= TASK ITEM =
Find how many lines in the material contain "inset"; your answer should be that number alone.

= STUDY MATERIAL =
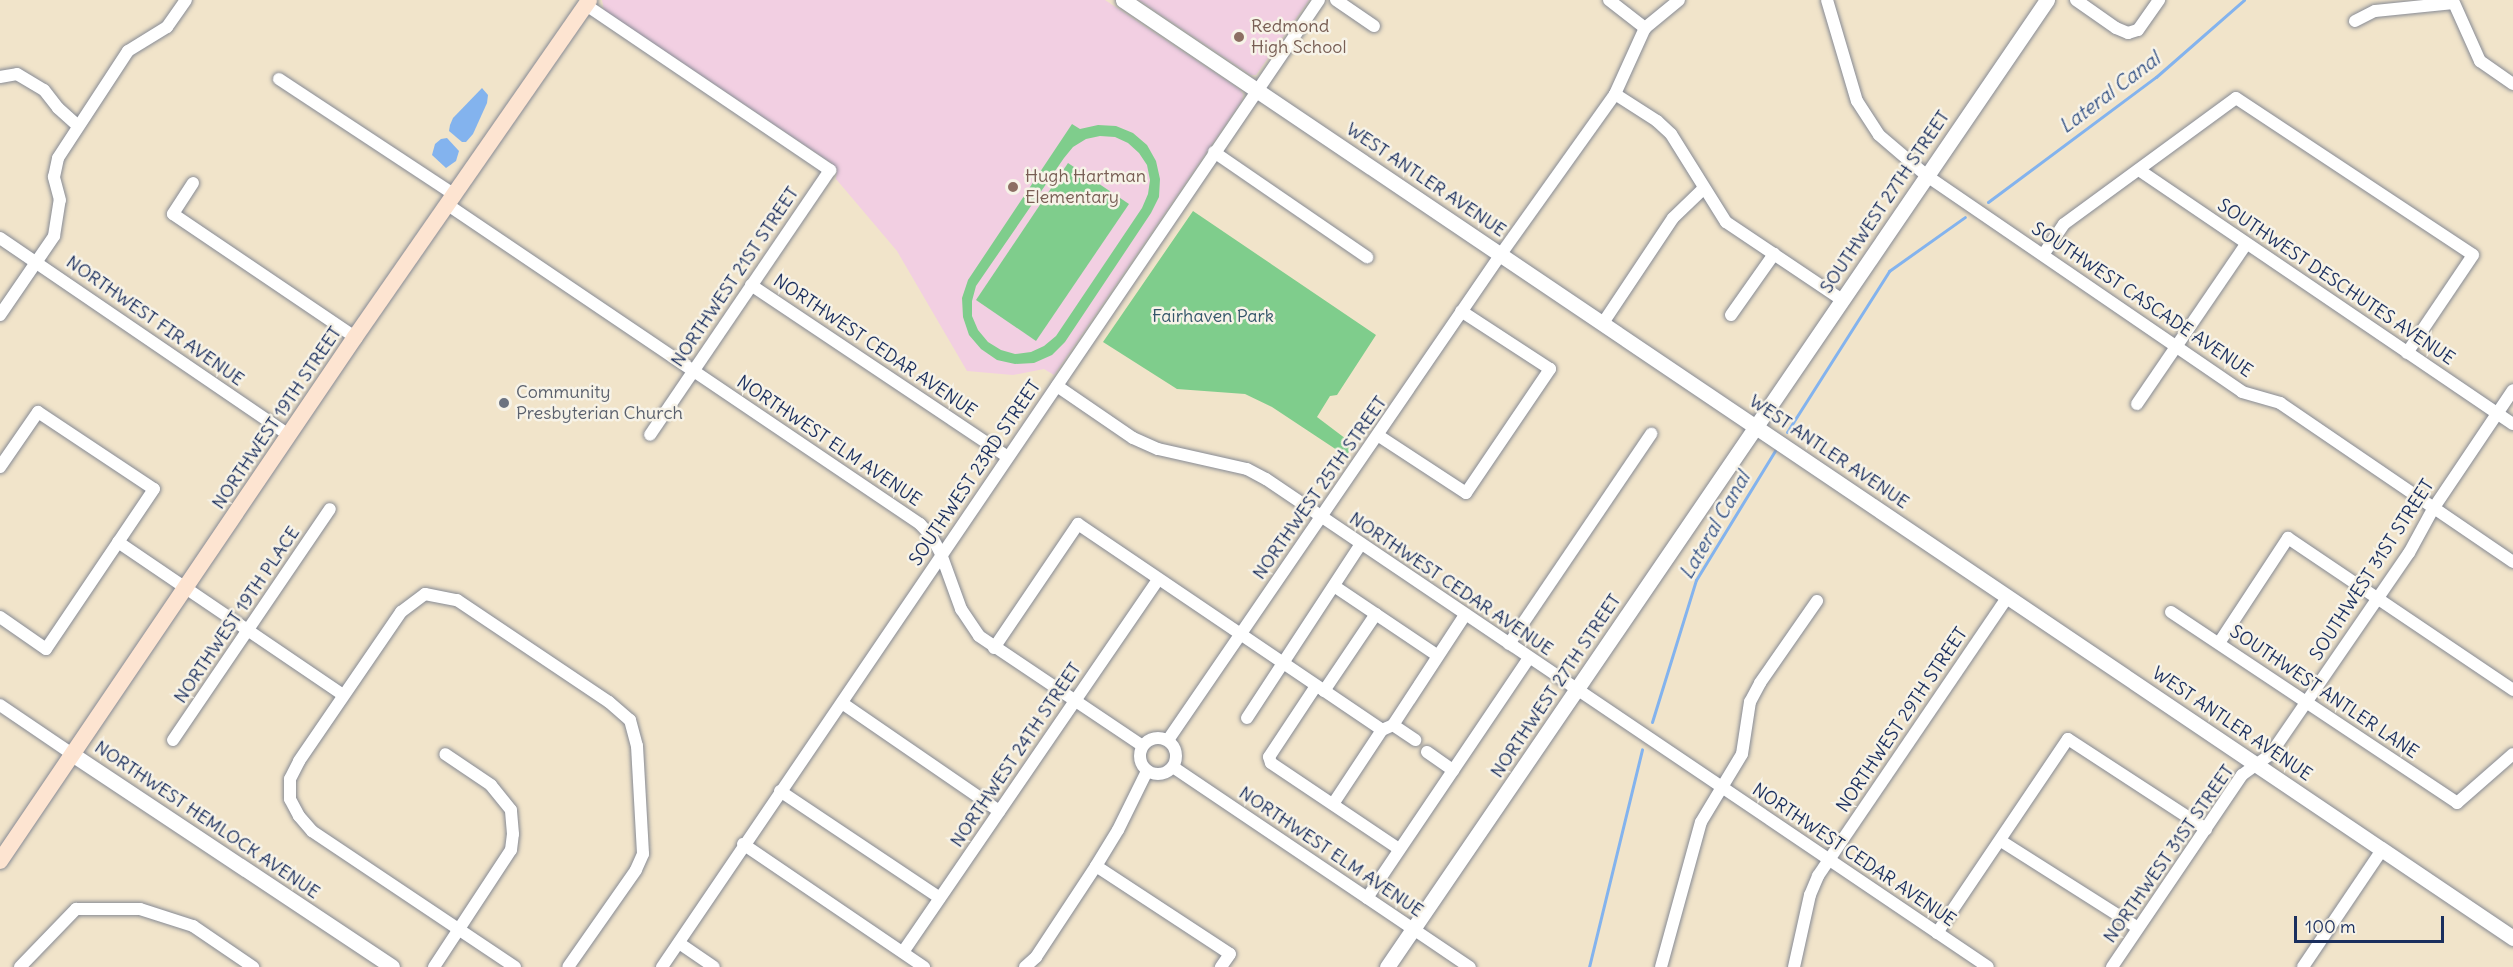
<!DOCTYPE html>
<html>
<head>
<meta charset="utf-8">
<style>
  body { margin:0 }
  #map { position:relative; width:2513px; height:967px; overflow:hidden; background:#f1e4ca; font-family:Delius,sans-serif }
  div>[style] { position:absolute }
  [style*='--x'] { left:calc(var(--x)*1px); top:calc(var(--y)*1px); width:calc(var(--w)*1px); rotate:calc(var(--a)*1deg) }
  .built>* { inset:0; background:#f2cfe2 }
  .green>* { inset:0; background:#7fcd8c }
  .water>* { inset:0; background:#83b3ee }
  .stream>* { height:3px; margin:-1.5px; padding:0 1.5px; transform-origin:1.5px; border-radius:1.5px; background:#83b3ee }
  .roads { filter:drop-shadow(0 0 2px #868a94) drop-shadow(0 0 2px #868a94) }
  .minor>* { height:12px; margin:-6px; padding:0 6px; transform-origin:6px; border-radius:6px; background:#fff }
  .minor>.ring { margin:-6px; padding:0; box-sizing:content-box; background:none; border:12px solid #fff; border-radius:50% }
  .tertiary>* { height:15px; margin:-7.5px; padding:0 7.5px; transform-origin:7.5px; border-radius:7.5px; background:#fff }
  .secondary>* { height:16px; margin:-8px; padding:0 8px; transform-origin:8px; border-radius:8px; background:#fde4d1 }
  .dots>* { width:16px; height:16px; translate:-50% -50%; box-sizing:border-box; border:3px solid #f7f3e8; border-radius:50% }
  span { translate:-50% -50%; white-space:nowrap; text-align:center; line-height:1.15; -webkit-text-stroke:5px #f7f3e8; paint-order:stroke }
  .education-label { font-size:18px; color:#785e54 }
  .left { translate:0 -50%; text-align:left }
  .street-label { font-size:18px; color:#1b2f5e }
  .park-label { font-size:18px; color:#34566a }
  .worship-label { font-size:18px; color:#5b616d }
  .water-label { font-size:20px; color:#3a5789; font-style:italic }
  .scale { position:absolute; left:2294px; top:916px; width:150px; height:27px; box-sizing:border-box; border:3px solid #1b2f5e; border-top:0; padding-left:8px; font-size:18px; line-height:21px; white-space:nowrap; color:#1b2f5e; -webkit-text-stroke:4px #f7f3e8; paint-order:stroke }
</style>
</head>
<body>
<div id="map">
  <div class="built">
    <i style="clip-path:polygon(602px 0,1105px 0,1239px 89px,1243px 94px,1242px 100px,1054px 375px,1044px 369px,1013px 375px,967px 371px,897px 251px,836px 179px,837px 170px,833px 164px,604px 10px)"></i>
    <i style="clip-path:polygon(1139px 0,1309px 0,1256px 75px,1251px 75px)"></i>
  </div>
  <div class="green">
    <i style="clip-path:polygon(evenodd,1072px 124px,1080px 129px,1098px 125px,1116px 126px,1133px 133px,1147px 145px,1156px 161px,1160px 179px,1159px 197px,1151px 213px,1065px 342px,1052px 355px,1034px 363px,1015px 364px,997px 360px,981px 349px,969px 335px,963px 317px,962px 298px,968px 280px,1072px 124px,1100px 136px,1115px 137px,1128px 143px,1139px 153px,1147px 165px,1150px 180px,1148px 194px,1142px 208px,1056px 336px,1044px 346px,1031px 352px,1015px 354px,1001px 350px,988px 342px,978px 330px,972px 316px,972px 301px,976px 286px,1064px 158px,1073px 147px,1086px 139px,1100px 136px)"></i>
    <i style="clip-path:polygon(1068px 163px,1129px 204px,1036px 341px,976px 300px)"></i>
    <i style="clip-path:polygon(1193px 211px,1376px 335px,1337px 395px,1330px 396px,1317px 417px,1354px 445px,1346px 456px,1272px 407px,1245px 394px,1177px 389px,1103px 342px)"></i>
  </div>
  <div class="water">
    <i style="clip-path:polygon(482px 88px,488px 95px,487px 103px,473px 134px,466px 142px,462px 142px,449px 131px,450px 125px,453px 118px)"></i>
    <i style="clip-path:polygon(447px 138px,459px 151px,456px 161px,446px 168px,432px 155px,435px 144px,441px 139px)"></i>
  </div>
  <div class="stream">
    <i style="--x:1988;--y:202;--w:209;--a:-36.7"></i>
    <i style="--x:2156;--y:77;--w:117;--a:-41.2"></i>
    <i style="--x:1787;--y:432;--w:191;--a:-57.6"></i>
    <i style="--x:1889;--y:271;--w:93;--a:-35.4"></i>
    <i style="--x:1652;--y:722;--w:149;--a:-72.8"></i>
    <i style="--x:1696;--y:580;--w:153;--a:-58.6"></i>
    <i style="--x:1589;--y:967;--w:224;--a:-76.3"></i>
  </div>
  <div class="roads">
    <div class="minor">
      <i style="--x:1336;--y:0;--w:46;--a:34.4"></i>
      <i style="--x:1609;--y:0;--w:46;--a:37.9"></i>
      <i style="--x:1827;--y:0;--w:105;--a:73.5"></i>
      <i style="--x:1857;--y:101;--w:40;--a:57.1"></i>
      <i style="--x:1879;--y:135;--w:63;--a:40.5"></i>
      <i style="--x:1927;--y:176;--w:382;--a:34.4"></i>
      <i style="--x:2242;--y:392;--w:40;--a:16"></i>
      <i style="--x:2280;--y:403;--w:282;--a:34.3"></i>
      <i style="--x:2076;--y:0;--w:49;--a:35"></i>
      <i style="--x:2116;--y:28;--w:13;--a:23"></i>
      <i style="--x:2128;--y:33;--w:10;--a:-17"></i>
      <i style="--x:2138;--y:30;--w:37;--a:-55"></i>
      <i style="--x:2454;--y:3;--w:64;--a:65.9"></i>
      <i style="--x:2480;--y:61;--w:40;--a:34.9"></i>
      <i style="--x:586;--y:5;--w:295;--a:34.1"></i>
      <i style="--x:830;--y:170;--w:320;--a:124.2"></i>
      <i style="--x:2355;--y:21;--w:22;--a:-27"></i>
      <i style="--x:2375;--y:11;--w:79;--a:-5.8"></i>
      <i style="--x:0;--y:77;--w:17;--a:-10"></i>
      <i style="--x:17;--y:74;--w:31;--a:31"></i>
      <i style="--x:44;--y:90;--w:23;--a:52"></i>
      <i style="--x:58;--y:108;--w:27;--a:42"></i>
      <i style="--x:279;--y:79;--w:211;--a:33.4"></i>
      <i style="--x:1615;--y:94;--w:50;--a:32.7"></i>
      <i style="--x:1657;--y:121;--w:19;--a:43"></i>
      <i style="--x:1671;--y:134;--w:104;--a:58"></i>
      <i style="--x:1726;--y:222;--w:140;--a:33.9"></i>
      <i style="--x:1214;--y:152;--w:186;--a:34.5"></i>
      <i style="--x:2139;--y:170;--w:452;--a:34.2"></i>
      <i style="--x:193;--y:183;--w:37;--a:123"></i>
      <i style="--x:173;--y:214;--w:220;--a:34.1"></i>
      <i style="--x:448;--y:205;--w:570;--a:34.05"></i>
      <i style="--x:920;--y:524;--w:18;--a:47"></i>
      <i style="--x:932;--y:537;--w:19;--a:62"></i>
      <i style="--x:941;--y:554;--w:59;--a:70"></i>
      <i style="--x:961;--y:609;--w:32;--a:56"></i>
      <i style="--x:979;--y:636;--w:197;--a:33.9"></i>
      <i style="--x:0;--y:238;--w:350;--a:34.3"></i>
      <i style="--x:2043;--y:255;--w:37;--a:-56"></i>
      <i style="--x:2064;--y:224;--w:213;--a:-36.2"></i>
      <i style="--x:2236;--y:98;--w:284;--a:33.5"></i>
      <i style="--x:2473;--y:255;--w:118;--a:124"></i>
      <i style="--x:751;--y:285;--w:309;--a:33.8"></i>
      <i style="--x:0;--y:315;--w:96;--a:-55.6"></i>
      <i style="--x:54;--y:236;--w:36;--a:-81"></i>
      <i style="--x:60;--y:200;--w:24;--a:-105"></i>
      <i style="--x:54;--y:177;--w:19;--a:-78"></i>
      <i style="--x:58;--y:158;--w:128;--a:-56.8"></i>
      <i style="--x:128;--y:51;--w:46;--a:-31.6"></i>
      <i style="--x:167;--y:27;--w:33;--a:-55"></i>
      <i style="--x:1731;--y:315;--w:75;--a:-54.8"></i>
      <i style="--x:1603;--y:323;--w:126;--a:-56.3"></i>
      <i style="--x:1673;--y:218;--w:42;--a:-44"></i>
      <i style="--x:1057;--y:386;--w:92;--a:34.4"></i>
      <i style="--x:1133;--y:438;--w:27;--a:24"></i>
      <i style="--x:1158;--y:449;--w:91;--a:12.7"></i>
      <i style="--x:1247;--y:469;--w:21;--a:28"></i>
      <i style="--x:1266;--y:479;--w:871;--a:34.05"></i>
      <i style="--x:2137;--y:404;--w:194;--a:-55.7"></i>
      <i style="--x:1379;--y:436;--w:104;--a:33.2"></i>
      <i style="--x:1466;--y:493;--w:150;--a:-55.9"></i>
      <i style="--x:1550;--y:369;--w:106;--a:-146.9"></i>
      <i style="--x:0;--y:467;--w:67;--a:-55.4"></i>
      <i style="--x:38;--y:412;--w:139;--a:33.6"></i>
      <i style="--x:154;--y:489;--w:193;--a:124"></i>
      <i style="--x:46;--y:649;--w:56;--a:-145.2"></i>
      <i style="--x:118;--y:542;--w:272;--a:34.2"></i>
      <i style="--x:1334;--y:586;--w:125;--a:33.9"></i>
      <i style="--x:2171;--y:612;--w:344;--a:33.7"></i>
      <i style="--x:2457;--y:803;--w:74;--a:-41.2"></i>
      <i style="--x:2219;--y:643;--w:126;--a:-56.7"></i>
      <i style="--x:2288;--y:538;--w:272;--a:34"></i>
      <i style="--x:1509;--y:644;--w:254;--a:-55.9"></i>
      <i style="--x:994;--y:648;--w:150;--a:-55.9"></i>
      <i style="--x:1078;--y:524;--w:367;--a:34.1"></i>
      <i style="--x:1316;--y:686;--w:85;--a:123.5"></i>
      <i style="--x:1269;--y:757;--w:6;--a:72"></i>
      <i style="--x:1271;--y:763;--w:154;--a:33.9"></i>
      <i style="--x:1324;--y:691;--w:93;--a:-56"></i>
      <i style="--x:842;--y:703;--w:191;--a:34.5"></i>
      <i style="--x:0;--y:705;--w:87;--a:34.2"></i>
      <i style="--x:1247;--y:718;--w:208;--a:-56.8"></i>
      <i style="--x:1393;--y:725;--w:27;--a:34"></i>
      <i class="ring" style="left:1140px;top:738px;width:24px;height:24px"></i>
      <i style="--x:173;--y:740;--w:279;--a:-55.8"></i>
      <i style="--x:1168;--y:740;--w:589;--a:-55.58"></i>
      <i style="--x:1501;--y:254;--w:196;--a:-54.5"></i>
      <i style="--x:1615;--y:94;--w:72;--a:-65.6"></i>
      <i style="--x:1645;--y:28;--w:44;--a:-39.5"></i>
      <i style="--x:1427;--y:752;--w:32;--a:35"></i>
      <i style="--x:1173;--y:767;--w:358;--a:34"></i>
      <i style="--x:780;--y:791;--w:192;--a:33.8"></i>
      <i style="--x:1333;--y:804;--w:89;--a:-56.5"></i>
      <i style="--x:1382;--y:730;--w:12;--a:-24"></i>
      <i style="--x:1393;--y:725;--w:131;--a:-56.8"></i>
      <i style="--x:2001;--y:841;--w:162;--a:32.4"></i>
      <i style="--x:743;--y:844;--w:219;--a:34.2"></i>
      <i style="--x:1096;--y:866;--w:160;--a:33.3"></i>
      <i style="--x:1230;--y:954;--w:16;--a:125"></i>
      <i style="--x:1367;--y:898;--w:290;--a:-56"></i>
      <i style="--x:1937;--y:933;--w:234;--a:-56"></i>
      <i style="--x:2068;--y:739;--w:165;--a:33.1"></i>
      <i style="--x:679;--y:943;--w:42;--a:34.4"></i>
      <i style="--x:903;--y:952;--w:452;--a:-55.6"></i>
      <i style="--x:20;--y:967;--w:81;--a:-46"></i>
      <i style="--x:76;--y:909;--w:64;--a:0"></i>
      <i style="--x:140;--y:909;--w:56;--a:17.8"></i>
      <i style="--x:193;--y:926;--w:73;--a:34.3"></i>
      <i style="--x:434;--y:967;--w:140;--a:-56.7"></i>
      <i style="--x:511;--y:850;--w:16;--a:-83"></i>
      <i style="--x:513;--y:834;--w:24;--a:-95"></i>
      <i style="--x:511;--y:810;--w:32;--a:-129"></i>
      <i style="--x:491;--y:785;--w:55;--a:-146"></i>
      <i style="--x:515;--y:967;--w:244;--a:-146.2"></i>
      <i style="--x:312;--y:831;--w:20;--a:-131"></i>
      <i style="--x:299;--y:816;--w:19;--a:-118"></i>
      <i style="--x:290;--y:799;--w:20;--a:-90"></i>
      <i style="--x:290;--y:779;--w:20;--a:-63"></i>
      <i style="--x:299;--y:761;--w:181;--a:-55.6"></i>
      <i style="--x:401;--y:612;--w:30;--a:-37"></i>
      <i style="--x:425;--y:594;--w:33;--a:11"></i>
      <i style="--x:457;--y:600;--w:183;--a:33.9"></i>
      <i style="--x:609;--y:702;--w:28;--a:41"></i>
      <i style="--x:630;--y:720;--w:27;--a:75"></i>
      <i style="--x:637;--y:746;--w:108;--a:86.8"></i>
      <i style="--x:643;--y:854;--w:17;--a:114"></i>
      <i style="--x:636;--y:870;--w:118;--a:125"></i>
      <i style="--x:662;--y:967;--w:1169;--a:-55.81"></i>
      <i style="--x:1025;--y:967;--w:15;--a:-42"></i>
      <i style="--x:1036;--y:957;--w:109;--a:-56.6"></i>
      <i style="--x:1096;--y:866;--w:42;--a:-58.6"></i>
      <i style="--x:1118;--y:830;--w:66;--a:-63.8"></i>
      <i style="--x:1661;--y:967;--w:150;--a:-74.6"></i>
      <i style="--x:1701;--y:822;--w:79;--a:-58.9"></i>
      <i style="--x:1742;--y:754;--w:53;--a:-81.3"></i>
      <i style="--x:1750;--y:702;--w:21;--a:-62"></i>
      <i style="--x:1760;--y:683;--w:100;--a:-55.2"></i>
      <i style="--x:1794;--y:967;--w:74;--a:-77.5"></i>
      <i style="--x:1810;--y:895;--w:21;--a:-67"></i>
      <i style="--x:1818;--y:876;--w:338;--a:-55.8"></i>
      <i style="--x:2112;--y:967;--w:232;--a:-55.9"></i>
      <i style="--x:2242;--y:775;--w:34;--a:-36"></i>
      <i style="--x:2270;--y:755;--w:245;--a:-55.5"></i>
      <i style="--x:2409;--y:553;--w:50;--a:-61.4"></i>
      <i style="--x:2433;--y:509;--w:143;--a:-56.1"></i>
      <i style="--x:2303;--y:967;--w:141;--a:-56"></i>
    </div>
    <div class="tertiary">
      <i style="--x:1123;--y:0;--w:1677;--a:34.01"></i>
      <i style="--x:72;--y:754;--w:384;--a:33.6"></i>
      <i style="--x:1387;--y:967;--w:1171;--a:-55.69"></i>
    </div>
    <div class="secondary">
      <i style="--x:0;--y:861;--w:633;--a:-55.88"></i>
      <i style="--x:355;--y:337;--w:410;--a:-55.2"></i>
    </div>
  </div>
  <div class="dots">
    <i style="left:1239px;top:37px;background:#8d6e63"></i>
    <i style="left:1013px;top:187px;background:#8d6e63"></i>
    <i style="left:504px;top:403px;background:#6b7280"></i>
  </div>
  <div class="education-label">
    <span class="left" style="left:1251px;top:37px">Redmond<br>High School</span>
    <span class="left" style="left:1025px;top:187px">Hugh Hartman<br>Elementary</span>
  </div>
  <div class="street-label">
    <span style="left:1426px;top:180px;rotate:34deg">WEST ANTLER AVENUE</span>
    <span style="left:1885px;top:202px;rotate:-56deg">SOUTHWEST 27TH STREET</span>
    <span style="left:735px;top:277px;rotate:-56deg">NORTHWEST 21ST STREET</span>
    <span style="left:2336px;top:282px;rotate:34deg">SOUTHWEST DESCHUTES AVENUE</span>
    <span style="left:2142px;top:300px;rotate:34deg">SOUTHWEST CASCADE AVENUE</span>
    <span style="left:155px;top:321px;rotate:35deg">NORTHWEST FIR AVENUE</span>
    <span style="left:875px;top:346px;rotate:34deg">NORTHWEST CEDAR AVENUE</span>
    <span style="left:277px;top:418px;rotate:-56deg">NORTHWEST 19TH STREET</span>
    <span style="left:829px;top:441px;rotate:34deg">NORTHWEST ELM AVENUE</span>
    <span style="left:1829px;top:452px;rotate:34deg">WEST ANTLER AVENUE</span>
    <span style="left:975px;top:473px;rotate:-56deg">SOUTHWEST 23RD STREET</span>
    <span style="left:1320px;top:488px;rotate:-55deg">NORTHWEST 25TH STREET</span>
    <span style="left:2372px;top:570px;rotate:-57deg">SOUTHWEST 31ST STREET</span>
    <span style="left:1451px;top:584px;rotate:34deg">NORTHWEST CEDAR AVENUE</span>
    <span style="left:237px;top:615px;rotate:-56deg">NORTHWEST 19TH PLACE</span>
    <span style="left:1556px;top:686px;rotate:-56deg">NORTHWEST 27TH STREET</span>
    <span style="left:2324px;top:692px;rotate:34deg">SOUTHWEST ANTLER LANE</span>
    <span style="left:1902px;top:720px;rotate:-56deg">NORTHWEST 29TH STREET</span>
    <span style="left:2232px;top:724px;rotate:34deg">WEST ANTLER AVENUE</span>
    <span style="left:1016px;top:755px;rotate:-56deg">NORTHWEST 24TH STREET</span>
    <span style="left:207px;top:820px;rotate:34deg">NORTHWEST HEMLOCK AVENUE</span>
    <span style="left:1331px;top:852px;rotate:34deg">NORTHWEST ELM AVENUE</span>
    <span style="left:2169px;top:854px;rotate:-55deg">NORTHWEST 31ST STREET</span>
    <span style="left:1854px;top:855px;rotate:34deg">NORTHWEST CEDAR AVENUE</span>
  </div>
  <div class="park-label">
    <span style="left:1213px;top:316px">Fairhaven Park</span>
  </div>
  <div class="worship-label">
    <span class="left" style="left:516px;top:403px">Community<br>Presbyterian Church</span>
  </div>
  <div class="water-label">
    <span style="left:2109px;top:92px;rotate:-37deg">Lateral Canal</span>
    <span style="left:1714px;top:525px;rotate:-60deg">Lateral Canal</span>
  </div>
  <div class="scale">100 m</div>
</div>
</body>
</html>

= YOUR SOLUTION =
3